Un médecin de Paris disait alors qu’il était bien rare de trouver un jeune homme de 17 ans qui soit encore vierge.

Un siècle plus tôt, on trouve dans certaines régions un taux de 80% de naissances hors mariage.

 

Tout cela ne nous console pas des écarts et des difficultés d’aujourd’hui, mais cela permet de nous dire que la situation n’est si catastrophique que cela.

 

 

 

Mettre de l’ordre dans nos repères


Qu’est-ce qu’un acte moral ?


Intention – Moyen – Fin (conséquence). Pour qu’un acte moral soit bon, il faut que ses trois composantes soient bonnes. Il peut arriver que la fin obtenue ne soit pas à la hauteur des espérances. Mais si tout avait été mis en œuvre pour l’obtenir, cela n’entâche pas la valeur morale de l’acte.

Ce que la sagesse populaire connaît bien par l’usage de quelques proverbes :

· L’enfer est pavé de bonnes intentions.

· La fin ne justifie pas les moyens.

 

Le goût pour le bien : une anthropologie fondamentale


Il n’est jamais permis de faire le mal et l’on doit toujours faire le bien.

La nature du bien n’est pas toujours connue de manière évidente

Mais suivre sa conscience que l’on éclaire est un chemin sûr pour progresser (GS 16).

Cette anthropologie se fonde sur le fait que l’homme est créé à l’image de Dieu et qu’il est appelé à le rejoindre, lui le Souverain Bien, dans la béatitude éternelle. Comme le dit si bien st Thomas d’Aquin reprenant l’ecclésiaste : « l’homme a été confié à sa propre providence ».

 

L’Ethique des vertus


La vertu est une disposition intérieure, acquise et mise en œuvre régulièrement. Elle est une voie moyenne entre deux extrêmes, deux vices au dire d’Aristote (lâcheté – courage – témérité). Le progrès dans la vertu se fait dans l’excellence.

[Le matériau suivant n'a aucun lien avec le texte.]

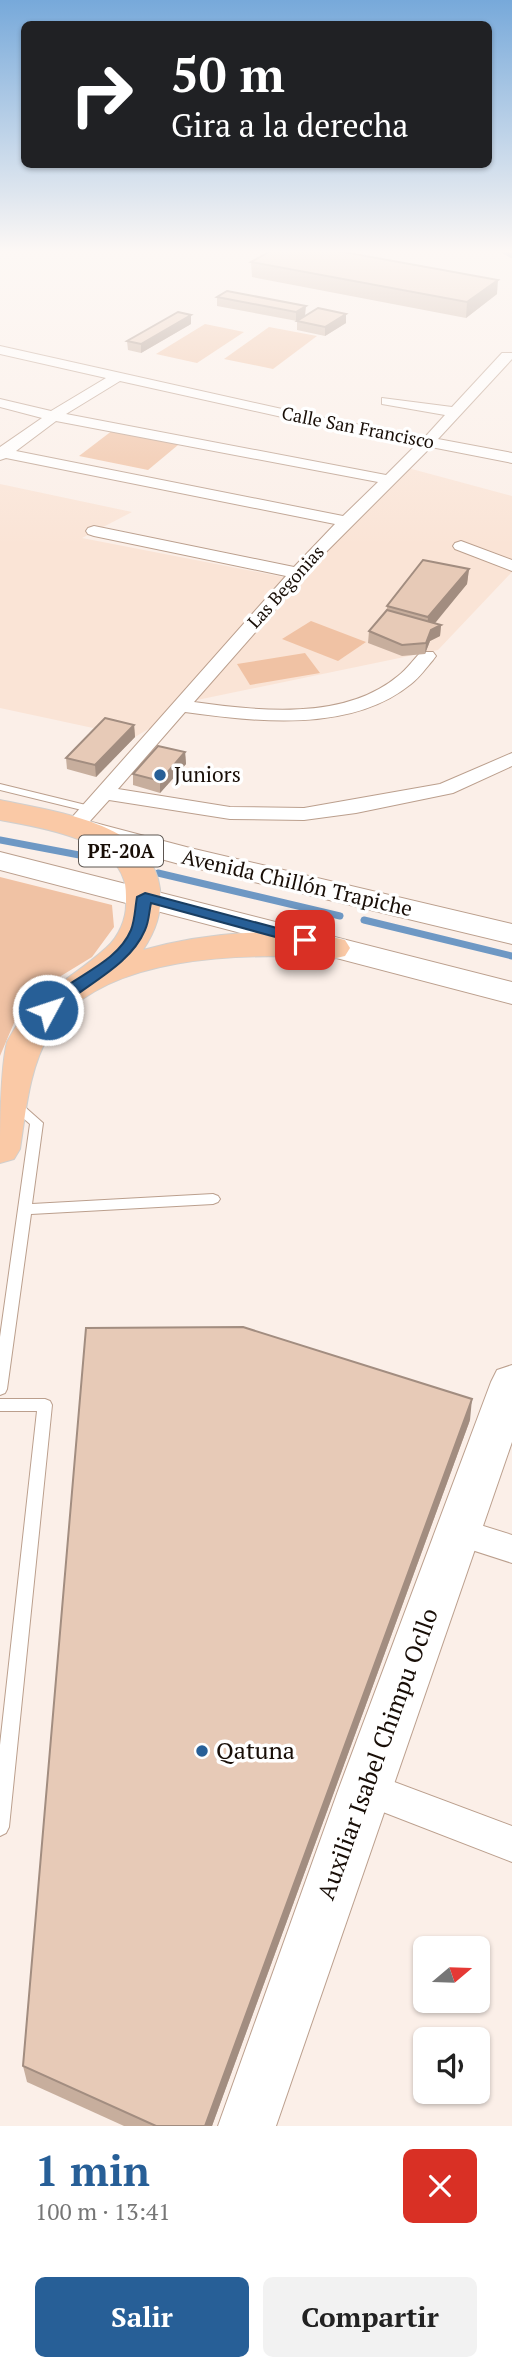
<!DOCTYPE html>
<html lang="es">
<head>
<meta charset="utf-8">
<style>
  :root { --surface:#fff; --page:#f2f2f2; --text:#222; --muted:#767676; --accent:#275f97 }
  body { margin:0; font-family:"PT Serif",serif; background:var(--page); color:var(--text); height:100vh; display:flex; flex-direction:column; font-size:26px; white-space:nowrap }
  * { box-sizing:border-box; margin:0 }
  p { font-size:23px; color:var(--muted) }
  .icon { flex:none; width:38px; height:38px; fill:none; stroke:currentColor; stroke-width:2; stroke-linecap:round; stroke-linejoin:round }
  .map { position:relative; height:2126px; overflow:hidden }
  .side { display:flex; flex-direction:column; background:var(--surface); flex:1 }
  .side>* { flex:none }
  .banner { position:absolute; left:21px; top:21px; width:471px; height:147px; border-radius:10px; box-shadow:0 2px 5px #0004; background:#202124; color:#fff; overflow:hidden }
  .needle { width:46px; rotate:71deg }
  .tools { position:absolute; left:413px; top:1936px; display:grid; gap:14px }
  .tools a { display:grid; place-items:center; width:77px; height:77px; border-radius:10px; background:var(--surface); box-shadow:0 2px 5px #0004; font-size:35px }
  .pin { position:absolute; display:grid; place-items:center; width:60px; height:60px; color:#fff; margin:-30px; border-radius:14px; box-shadow:0 4px 10px #0006 }
  .me { position:absolute; width:77px; margin:-38px; rotate:50deg; stroke-linejoin:round; filter:drop-shadow(0 0 5px #0008) }
  .turn { display:flex; align-items:center; gap:24px; height:147px; padding:0 35px; font-size:32px }
  .turn .icon { width:91px; height:91px; stroke-width:2.5 }
  .turn b { display:block; font-size:49px; line-height:60px }
  .round { display:grid; place-items:center; flex:none; width:74px; height:74px; border-radius:10px; background:var(--page) }
  .head { display:flex; align-items:center; justify-content:space-between; height:119px; padding:0 35px }
  h1 { font-size:42px; font-weight:700; line-height:52px; color:var(--accent) }
  .primary-button { display:flex; gap:14px; margin-top:auto; padding:14px 35px }
  .primary-button a { flex:1; height:80px; border-radius:10px; background:var(--accent); color:#fff; font-size:28px; font-weight:700; line-height:80px; text-align:center }
  .primary-button a+a { background:var(--page); color:var(--text) }
  .map>svg:first-child { display:block }
</style>
</head>
<body>
<div class="map">
<svg width="512" height="2126" viewBox="0 0 512 2126">
  <rect width="100%" height="100%" fill="#fbefe8"/>
  <polygon fill="#fae4d6" points="397,465 512,496 512,572 438,650 197,700 135,737 0,708 0,484 132,512 82,538 283,577"/>
  <g fill="#f0c2a4">
    <polygon points="205,324 244,332 197,363 156,354"/>
    <polygon points="269,327 317,336 273,369 224,359"/>
    <polygon points="117,427 184,440 148,470 79,456"/>
    <polygon points="311,621 366,642 338,661 282,639"/>
    <polygon points="305,653 320,673 250,685 237,664"/>
    <polygon points="0,877 112,905 114,927 92,957 56,979 19,1011 0,1056"/>
  </g>
  <g fill="none" stroke-linecap="round" stroke-linejoin="round">
    <polyline stroke="#6e98c4" stroke-width="4.5" points="499,249 512,256"/>
    <g stroke="#6e98c4" stroke-width="7">
      <polyline points="0,840 116,862"/>
      <polyline points="158,873 340,916"/>
      <polyline points="364,920 512,956"/>
    </g>
    <defs>
      <g id="lane">
        <polygon points="0,784 94,807 95,809 90,812 0,790"/>
        <polygon points="13,1099 17,1100 43,1123 32,1204 213,1194 218,1196 220,1199 218,1202 213,1204 31,1214 7,1389 5,1393 0,1395 0,1337 30,1124 9,1106 7,1103 9,1100"/>
        <polygon points="0,1399 45,1399 50,1401 52,1405 9,1827 6,1833 0,1836 0,1745 37,1411 0,1411"/>
      </g>
      <g id="street">
        <path d="M0 346 309 415 425 437 445 415 382 404V398L452 407 502 353H512V359L438 439 512 453V463L431 447 325 553 194 702C259 711 344 721 398 676 407 669 413 660 421 652H433L436 656 433 660C426 668 420 677 411 684 351 733 257 722 185 712L118 789 230 807 304 808 440 784 512 753V766L453 793 356 813 304 820 230 819 109 800 81 831H67L64 827 67 823 286 576 94 536 88 534 86 531 88 528 94 526 294 567 335 524 6 458 0 460V447L42 418 0 407V399L51 411 106 378 0 354ZM120 381 309 423 417 444 386 475 66 414ZM56 421 378 482 343 516 16 451Z"/>
        <polygon points="461,541 512,560 512,571 455,549 453,546 455,543"/>
        <polygon points="458,1518 512,1535 512,1563 447,1542 442,1532 447,1522"/>
        <polygon points="365,1771 512,1826 512,1862 352,1800 347,1788 352,1776"/>
      </g>
      <g id="secondary">
        <polygon points="84,820 190,848 512,924 512,944 183,865 73,835 69,829 73,823"/>
        <polygon points="0,852 512,982 512,1004 0,870"/>
        <polygon points="512,1365 512,1442 276,2126 218,2126 339,1788 491,1382 497,1370"/>
      </g>
      <path id="primary" d="M0 800C51 811 153 823 160 889 162 913 156 930 143 950 203 933 284 925 345 940L350 948 345 956 332 959C249 952 97 953 49 1035 29 1069 26 1111 20 1149L14 1159 0 1163C0 1131 0 1070 7 1042 31 994 69 982 106 948 119 937 127 918 126 901 126 894 126 886 124 880 111 837 37 827 0 820Z"/>
    </defs>
    <use href="#lane" stroke="#bb9f8d" stroke-width="2"/>
    <use href="#street" stroke="#bb9f8d" stroke-width="2"/>
    <use href="#secondary" stroke="#bb9f8d" stroke-width="2"/>
    <use href="#primary" stroke="#d1cfcd" stroke-width="2"/>
    <use href="#lane" fill="#fff" fill-rule="evenodd"/>
    <use href="#street" fill="#fff" fill-rule="evenodd"/>
    <use href="#secondary" fill="#fff" fill-rule="evenodd"/>
    <use href="#primary" fill="#fac9a6" fill-rule="evenodd"/>
  </g>
  <g fill="#c7ae9d">
    <polygon points="251,262 497,294 466,318 252,277"/>
    <polygon points="227,291 305,315 346,314 346,323 325,336 297,330 297,321 217,306 217,297"/>
    <polygon points="191,324 141,353 128,350 127,341"/>
    <polygon points="469,569 467,584 434,623 441,625 440,636 430,641 425,654 402,656 368,643 369,631 387,610 387,606"/>
    <polygon points="134,725 135,737 96,777 67,769 66,758"/>
    <polygon points="185,752 186,764 160,793 133,785 133,774"/>
    <polygon points="470,1420 212,2126 124,2126 27,2082 23,2066"/>
  </g>
  <g fill="#a28d80">
    <polygon points="498,280 497,294 466,318 467,302"/>
    <polygon points="306,306 305,316 296,321 296,312"/>
    <polygon points="346,314 346,323 325,336 325,327"/>
    <polygon points="191,315 191,324 141,353 141,344"/>
    <polygon points="469,569 467,584 427,633 428,617"/>
    <polygon points="441,625 440,636 430,641 425,654 426,643 431,630"/>
    <polygon points="134,725 135,737 96,777 95,765"/>
    <polygon points="185,752 186,764 160,793 160,781"/>
    <polygon points="472,1399 470,1420 212,2126 205,2126"/>
  </g>
  <g fill="#e7cab7" stroke="#a28d80" stroke-width="2">
    <polygon points="274,249 327,249 498,280 467,302 251,262"/>
    <polygon points="227,291 306,306 296,312 217,297"/>
    <polygon points="318,308 346,314 325,327 297,321"/>
    <polygon points="178,312 191,315 141,344 127,341"/>
    <polygon points="423,560 469,569 428,617 387,606"/>
    <polygon points="387,610 441,625 431,630 426,643 402,645 369,631"/>
    <polygon points="105,718 134,725 95,765 66,758"/>
    <polygon points="158,746 185,752 160,781 133,774"/>
    <polygon points="243,1327 472,1399 205,2126 156,2126 23,2066 86,1328"/>
  </g>
  <linearGradient id="sky" x2="0" y2="1"><stop stop-color="#77a9da"/><stop offset="0.46" stop-color="#fdf8f5"/><stop offset="1" stop-color="#fdf8f5" stop-opacity="0"/></linearGradient>
  <rect width="512" height="546" fill="url(#sky)"/>
  <path fill="#275f97" stroke="#193e62" stroke-width="2" d="M145 893 311 937 313 940 305 945 151 903C149 912 149 922 145 930 129 968 81 986 53 1014H42L40 1010C63 978 115 968 131 930 135 920 135 908 137 897Z"/>
  <g fill="#275f97" stroke="#fff" stroke-width="2.5">
    <circle cx="160" cy="775" r="7"/>
    <circle cx="202" cy="1751" r="7"/>
  </g>
  <g text-anchor="middle" stroke-width="7" stroke-linejoin="round" paint-order="stroke">
    <g font-size="18" fill="#180e07" stroke="#fff">
      <text transform="translate(358 428) rotate(11)" y="6">Calle San Francisco</text>
      <text transform="translate(286 587) rotate(-48)" y="6">Las Begonias</text>
    </g>
    <rect fill="#fff" stroke="#5d5651" stroke-width="2" x="79" y="835.5" width="84" height="31" rx="5"/>
    <g font-size="19" font-weight="bold" fill="#180e07">
      <text x="121" y="858">PE-20A</text>
    </g>
    <g font-size="21" fill="#180e07" stroke="#fff" text-anchor="start">
      <text x="174" y="782">Juniors</text>
    </g>
    <g font-size="21" fill="#180e07" stroke="#fff">
      <text transform="translate(297 883) rotate(13)" y="7">Avenida Chillón Trapiche</text>
    </g>
    <g font-size="24" fill="#180e07" stroke="#fff" text-anchor="start">
      <text x="216" y="1759">Qatuna</text>
    </g>
    <g font-size="24" fill="#180e07" stroke="#fff">
      <text transform="translate(378 1754) rotate(-70)" y="8">Auxiliar Isabel Chimpu Ocllo</text>
    </g>
  </g>
</svg>
<div class="tools">
<a><svg class="needle" viewBox="-14 -14 28 28"><path d="M0-13l5 13h-10z" fill="#e53935"/><path d="M0 13l5-13h-10z" fill="#767676"/></svg></a>
<a><svg class="icon" aria-label="sound" viewBox="0 0 24 24"><path d="M4 9h4l5-4v14l-5-4H4zM17 9q2 3 0 6"/></svg></a>
</div>
<div class="pin" style="left:305px;top:940px;background:#d93025"><svg class="icon" aria-label="arrive" viewBox="0 0 24 24"><path d="M6 21V4h12l-3 4 3 4H6"/></svg></div>
<svg class="me" style="left:48px;top:1010px" viewBox="-20 -20 40 40"><circle r="17" fill="#275f97" stroke="#fff" stroke-width="3"/><path d="M0-11L8 9 0 5-8 9z" fill="#fff"/></svg>
<div class="banner">
<div class="turn"><svg class="icon" aria-label="right" viewBox="0 0 24 24"><path d="M7 20v-9h11M14 6l5 5-5 5"/></svg><div><b>50 m</b>Gira a la derecha</div></div>
</div>
</div>
<section class="side">
<div class="head"><div><h1>1 min</h1><p>100 m · 13:41</p></div><a class="round" style="background:#d93025;color:#fff"><svg class="icon" aria-label="close" viewBox="0 0 24 24"><path d="M6 6l12 12M18 6L6 18"/></svg></a></div>
<div class="primary-button"><a>Salir</a><a>Compartir</a></div>
</section>
</body>
</html>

Je modifie cette approche au profit d’un moteur à quatre temps : lâcheté – prudence – courage – témérité. Les vertus s’équilibrent et ce système laisse de la place à un jeu d’interprétation et à la diversité des psychologies.

Les quatre vertus cardinales : prudence, justice, force et la tempérance organisent toutes les autres. En régime chrétien, la charité est la forme de toutes les vertus.

 

Un juste rapport au temps


Passé         présent     futur
Joie            plaisir        bonheur
Particulier   singulier    universel

 

 

Un beau langage


Avoir un beau langage pour décrire les diverses dimensions de notre vie est fondamental. En effet, les mots colorent notre imaginaire, guident nos gestes, donnent sens à nos actes. En particulier pour tout ce qui touche à la vie familiale et sexuelle.

Chez les enfants en particulier, l’apprentissage tôt à un beau langage et la résistance aux « gros mots » met sur la voie d’une certaine maîtrise de soi pour plus tard sur une approche plus ajustée de leur vie affective et de l’autre sexe.

 

Un concept de tolérance.


Chacun fait ce qu’il veut

Des éléments contradictoires peuvent coexister

Etant donné que l’adhésion au bien ne peut s’imposer, alors il faut patienter pour peu que la communauté ne se sente pas en danger. (Tolérable comme supportable).